Die Meinung des Buchhändlers wird weniger wichtig

Ich begann, andere Bücher zu lesen. Zuerst wühlte ich mich durch die kosten- und copyrightlosen Angebote bei Amazon. Ein unterhaltsames Wiedertreffen mit Frankenstein, Dracula und Sherlock Holmes auf englisch. Die sofortige Verfügbarkeit von Büchern beeinflusst meine Selektion ebenfalls. Stosse ich in einem Printmagazin oder online auf eine Rezension eines spannenden Buches, habe ich es zwei Minuten später in den Händen.

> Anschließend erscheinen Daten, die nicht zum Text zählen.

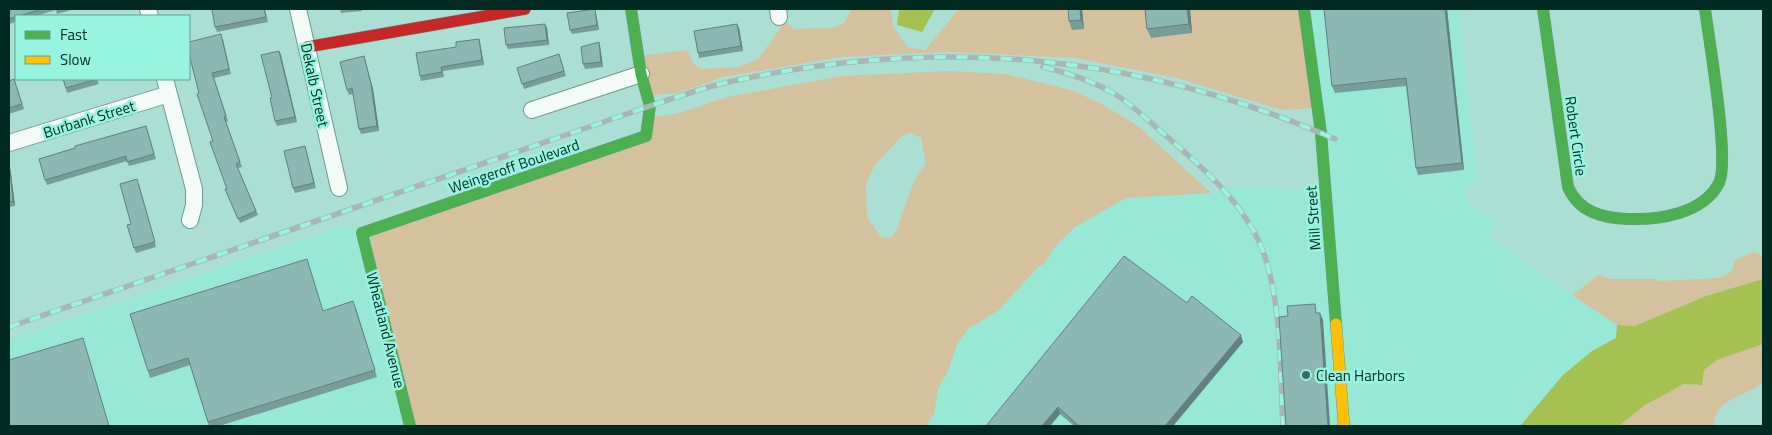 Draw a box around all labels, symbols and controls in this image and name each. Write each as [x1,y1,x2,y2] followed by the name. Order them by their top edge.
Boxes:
[15,15,190,80] legend
[60,23,88,46] text: Fast
[295,41,335,130] street label: Dekalb Street
[60,48,91,71] text: Slow
[40,94,138,144] street label: Burbank Street
[1559,95,1593,177] street label: Robert Circle
[446,133,582,199] street label: Weingeroff Boulevard
[1299,184,1327,251] street label: Mill Street
[360,270,412,390] street label: Wheatland Avenue
[1316,364,1405,387] place label: Clean Harbors
[1300,369,1312,381] marker: Clean Harbors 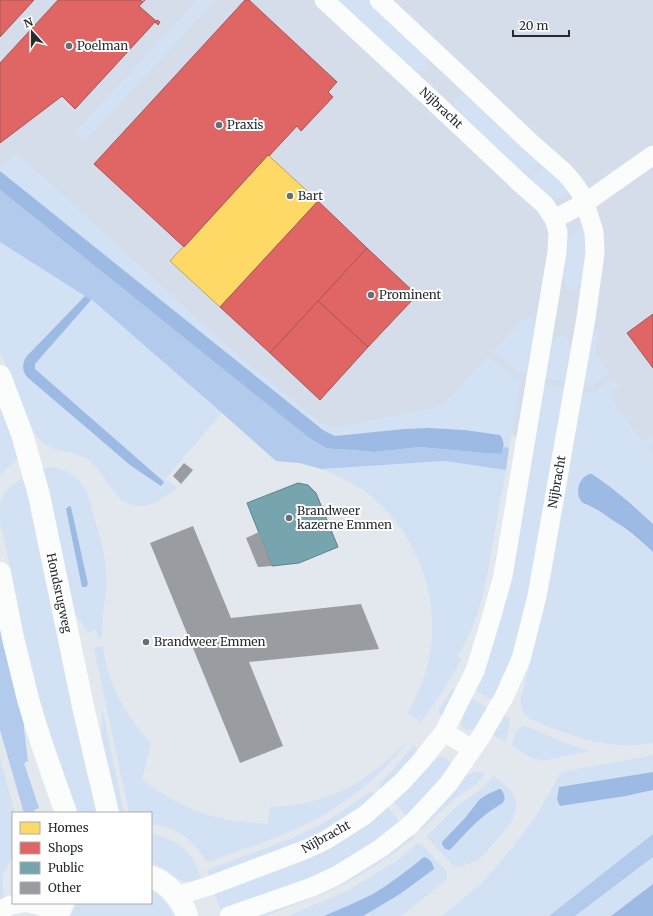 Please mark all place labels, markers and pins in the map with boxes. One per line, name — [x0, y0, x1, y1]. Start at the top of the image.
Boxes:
place label: Poelman — [77, 38, 128, 53]
marker: Poelman — [64, 41, 74, 51]
place label: Praxis — [227, 117, 264, 132]
marker: Praxis — [214, 120, 224, 130]
place label: Bart — [298, 188, 323, 203]
marker: Bart — [285, 191, 295, 201]
place label: Prominent — [379, 287, 441, 302]
marker: Prominent — [366, 290, 376, 300]
place label: Brandweer kazerne Emmen — [297, 503, 392, 532]
marker: Brandweer kazerne Emmen — [284, 513, 294, 523]
place label: Brandweer Emmen — [154, 634, 266, 649]
marker: Brandweer Emmen — [141, 637, 151, 647] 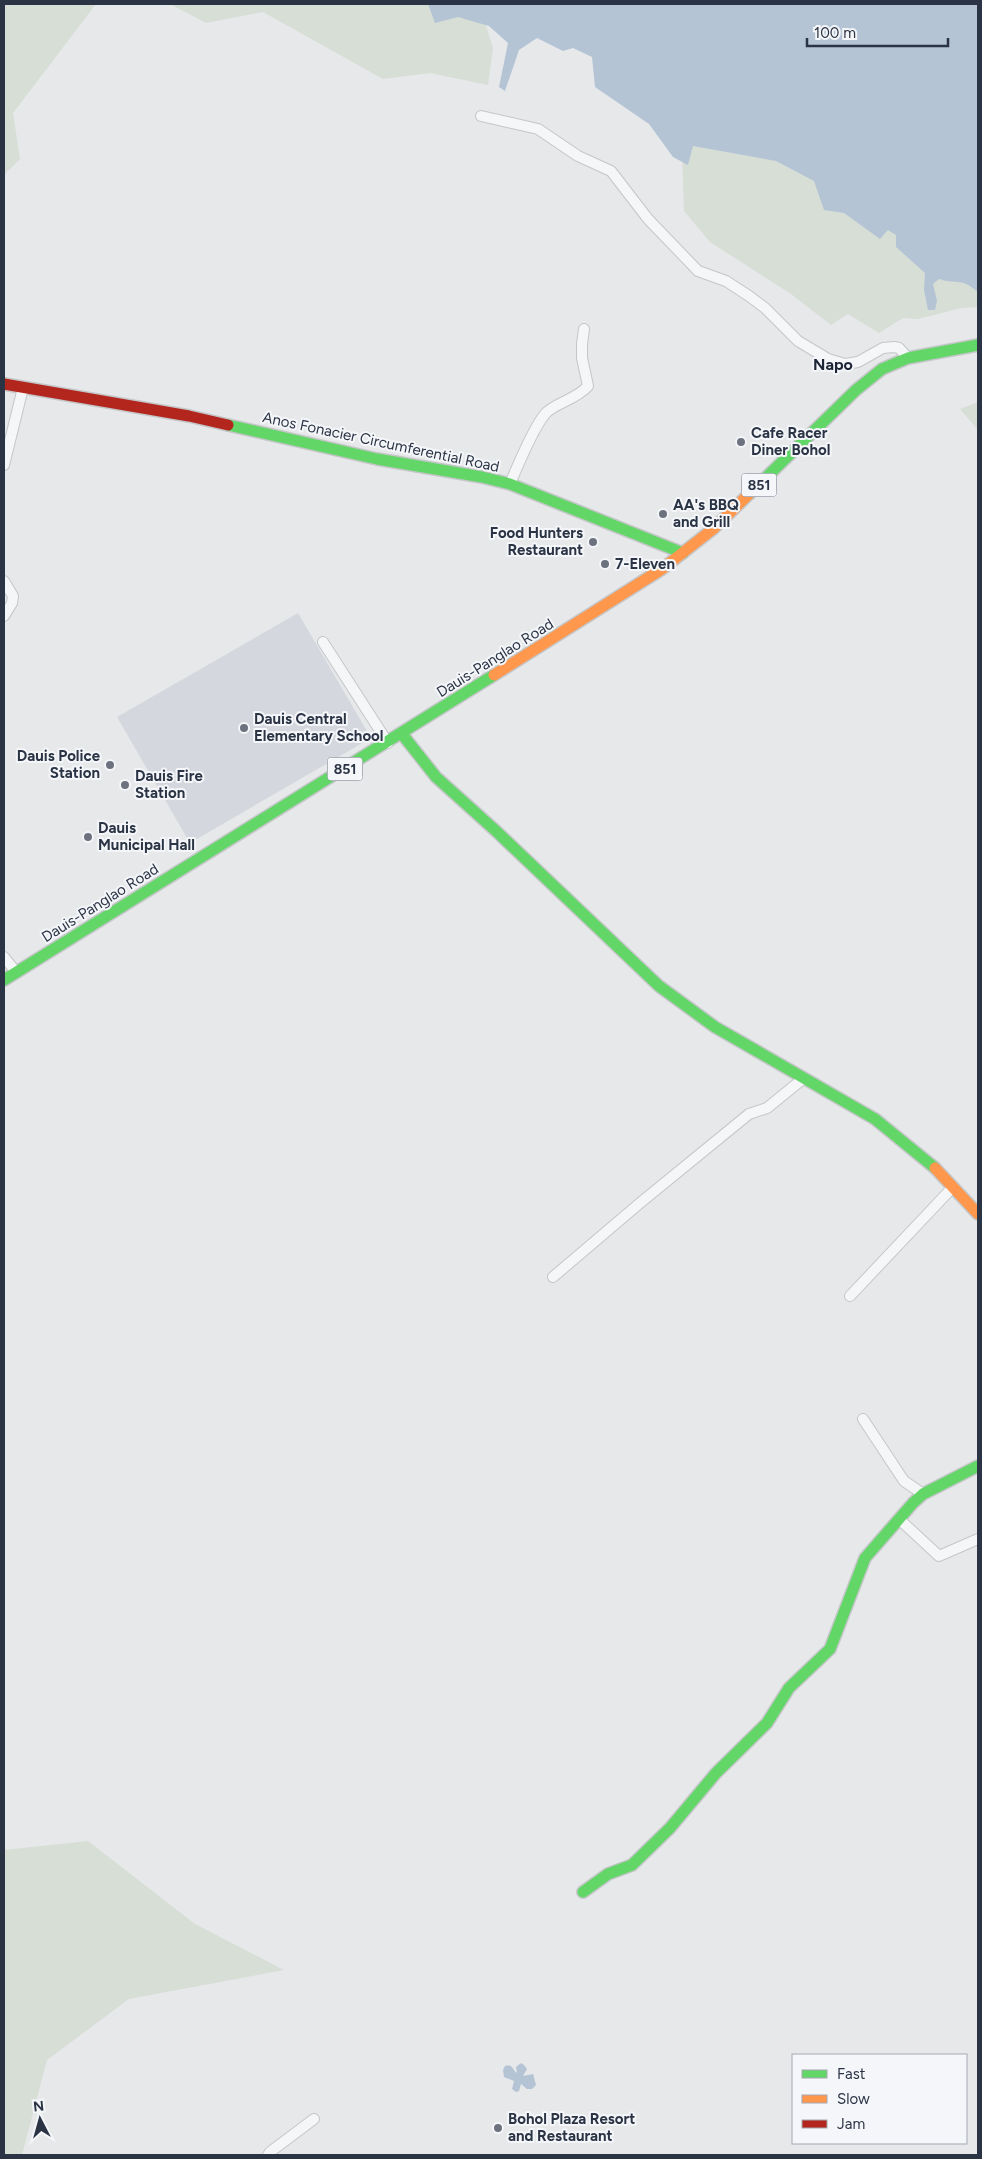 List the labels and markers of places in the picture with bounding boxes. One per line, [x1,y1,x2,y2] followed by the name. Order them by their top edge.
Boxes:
[751,424,830,459] place label: Cafe Racer Diner Bohol
[735,436,747,448] marker: Cafe Racer Diner Bohol
[673,496,739,531] place label: AA's BBQ and Grill
[657,508,669,520] marker: AA's BBQ and Grill
[490,524,583,559] place label: Food Hunters Restaurant
[587,536,599,548] marker: Food Hunters Restaurant
[615,555,675,573] place label: 7-Eleven
[599,558,611,570] marker: 7-Eleven
[254,710,384,745] place label: Dauis Central Elementary School
[238,722,250,734] marker: Dauis Central Elementary School
[17,747,101,782] place label: Dauis Police Station
[104,759,116,771] marker: Dauis Police Station
[135,767,203,802] place label: Dauis Fire Station
[119,779,131,791] marker: Dauis Fire Station
[98,819,195,854] place label: Dauis Municipal Hall
[82,831,94,843] marker: Dauis Municipal Hall
[508,2110,635,2145] place label: Bohol Plaza Resort and Restaurant
[492,2122,504,2134] marker: Bohol Plaza Resort and Restaurant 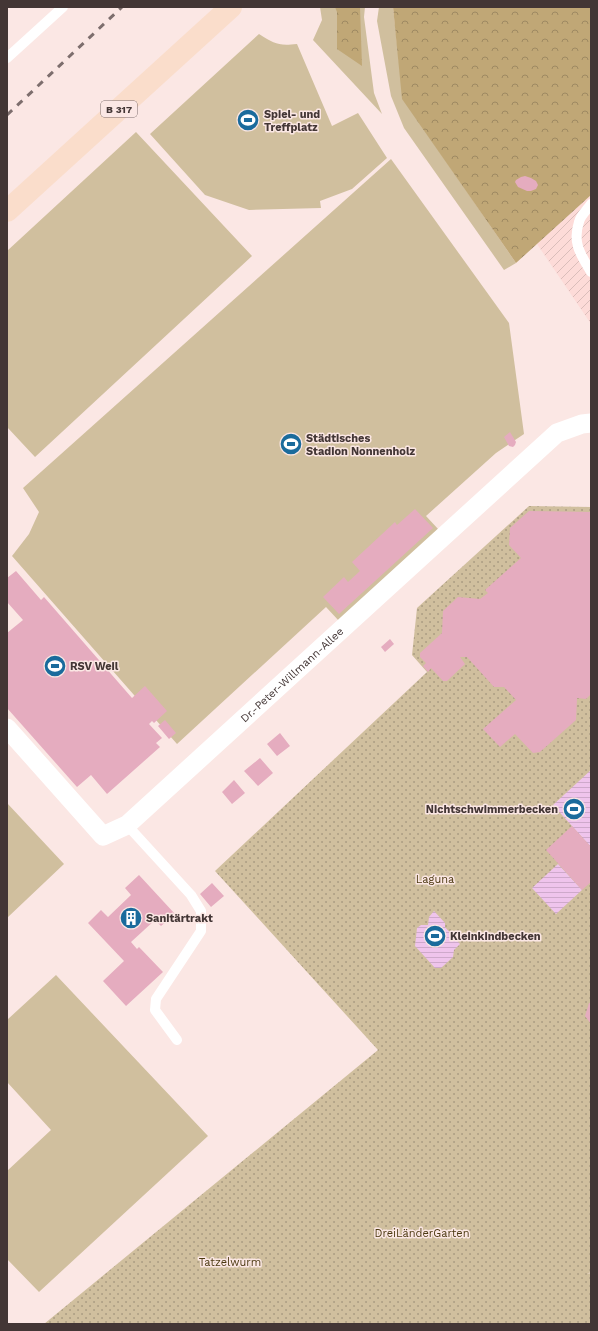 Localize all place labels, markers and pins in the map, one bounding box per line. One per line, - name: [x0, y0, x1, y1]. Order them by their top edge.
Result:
- sports icon: Spiel- und Treffplatz: [235, 107, 261, 133]
- place label: Spiel- und Treffplatz: [264, 108, 320, 134]
- sports icon: Städtisches Stadion Nonnenholz: [278, 431, 304, 457]
- place label: Städtisches Stadion Nonnenholz: [306, 432, 416, 458]
- sports icon: RSV Weil: [42, 653, 68, 679]
- place label: RSV Weil: [70, 660, 119, 673]
- sports icon: Nichtschwimmerbecken: [561, 796, 587, 822]
- place label: Nichtschwimmerbecken: [426, 803, 558, 816]
- building icon: Sanitärtrakt: [118, 905, 144, 931]
- place label: Sanitärtrakt: [146, 912, 213, 925]
- sports icon: Kleinkindbecken: [422, 923, 448, 949]
- place label: Kleinkindbecken: [450, 930, 541, 943] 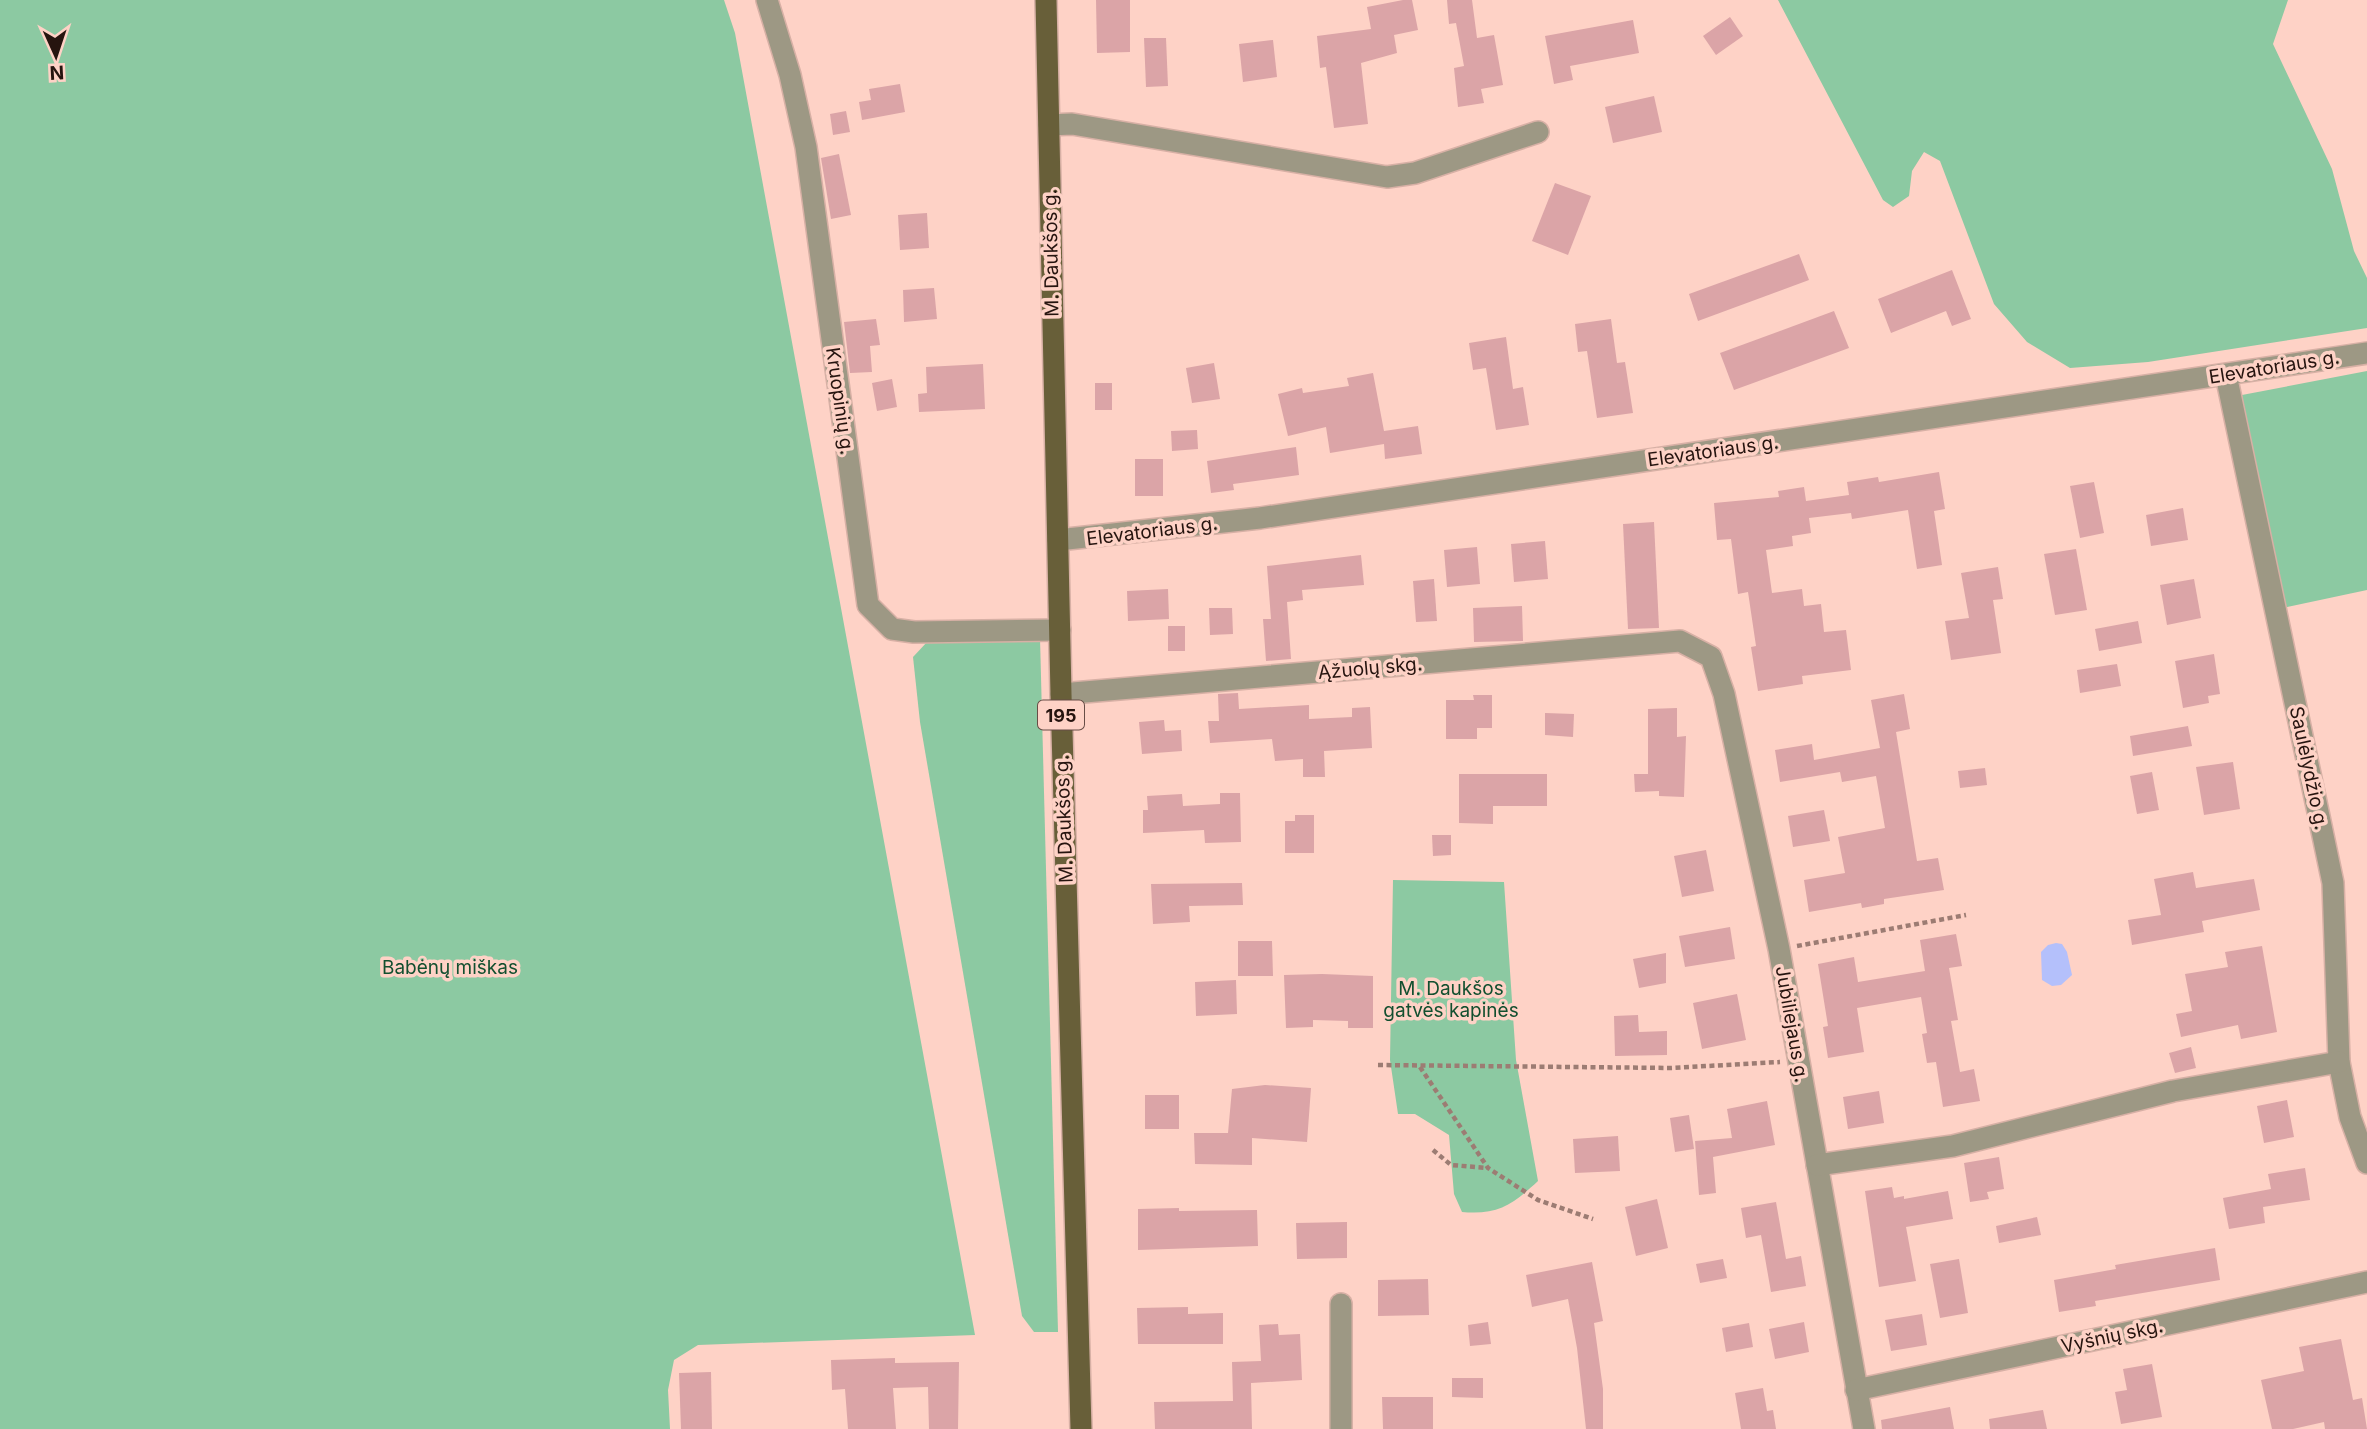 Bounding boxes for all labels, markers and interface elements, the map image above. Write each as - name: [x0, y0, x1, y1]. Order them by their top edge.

Vorher habe ich mir – im besten Fall – eine Notiz gemacht, die Notiz irgendwo hingelegt und hatte sie – im besten Fall – beim nächsten Einkauf auf Amazon oder im Buchladen zur Hand. Dieser Fall ist selten eingetreten, Also griff ich auf die Empfehlungen des Händlers zurück – das geschieht heute viel seltener.

Fachbücher auf Papier

Fachbücher lese nach wie vor und praktisch ausschliesslich in Print. Diese Bücher lese ich nicht von vorne nach hinten, sondern springe drin rum, mache Anmerkungen – ich arbeite damit. E-Reader bieten diese Funktionalitäten, sind aber in der Handhabung der Printversion unterlegen.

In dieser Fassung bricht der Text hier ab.